WHAT IS BEING ASKED —
Print the data verbatim. Leave every image out.

DATA UNDER STUDY —
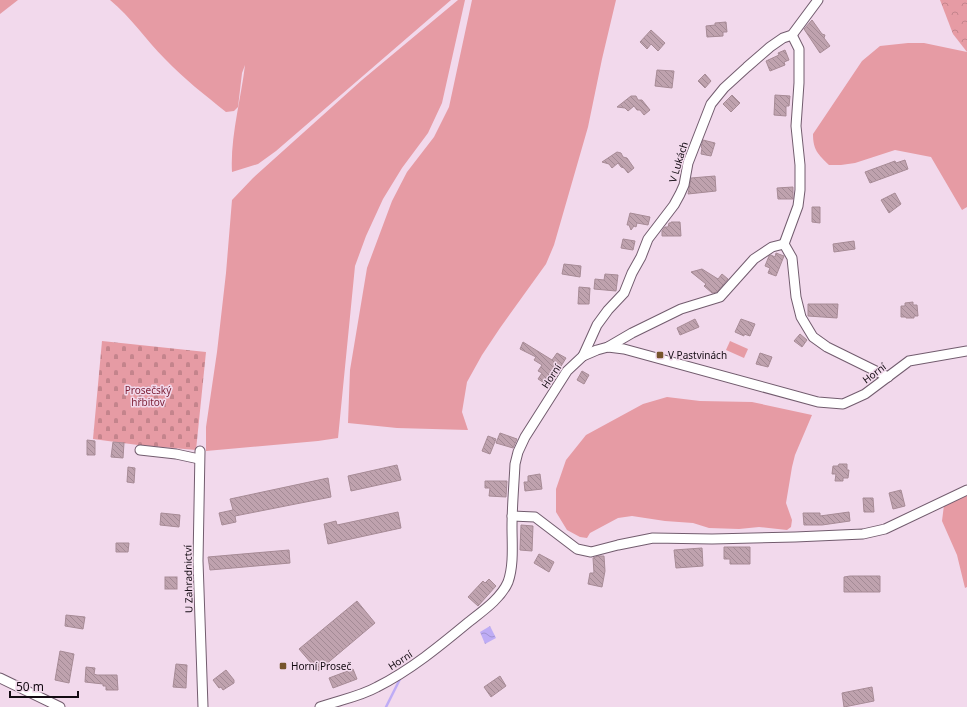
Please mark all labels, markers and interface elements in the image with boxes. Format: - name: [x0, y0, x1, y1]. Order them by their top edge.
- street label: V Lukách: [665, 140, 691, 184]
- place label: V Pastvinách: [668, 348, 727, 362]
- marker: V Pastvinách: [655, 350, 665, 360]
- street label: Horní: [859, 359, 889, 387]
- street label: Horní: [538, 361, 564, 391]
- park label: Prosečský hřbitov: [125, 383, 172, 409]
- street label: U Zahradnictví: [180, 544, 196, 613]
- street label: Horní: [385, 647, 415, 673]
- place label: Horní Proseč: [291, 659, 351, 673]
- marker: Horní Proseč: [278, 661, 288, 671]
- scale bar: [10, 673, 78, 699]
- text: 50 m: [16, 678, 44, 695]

PROBLEM SOLUTION —
Please mark all labels, markers and interface elements in the image with boxes. Format: - name: [x0, y0, x1, y1]. Order them by their top edge.
- street label: V Lukách: [665, 140, 691, 184]
- place label: V Pastvinách: [668, 348, 727, 362]
- marker: V Pastvinách: [655, 350, 665, 360]
- street label: Horní: [859, 359, 889, 387]
- street label: Horní: [538, 361, 564, 391]
- park label: Prosečský hřbitov: [125, 383, 172, 409]
- street label: U Zahradnictví: [180, 544, 196, 613]
- street label: Horní: [385, 647, 415, 673]
- place label: Horní Proseč: [291, 659, 351, 673]
- marker: Horní Proseč: [278, 661, 288, 671]
- scale bar: [10, 673, 78, 699]
- text: 50 m: [16, 678, 44, 695]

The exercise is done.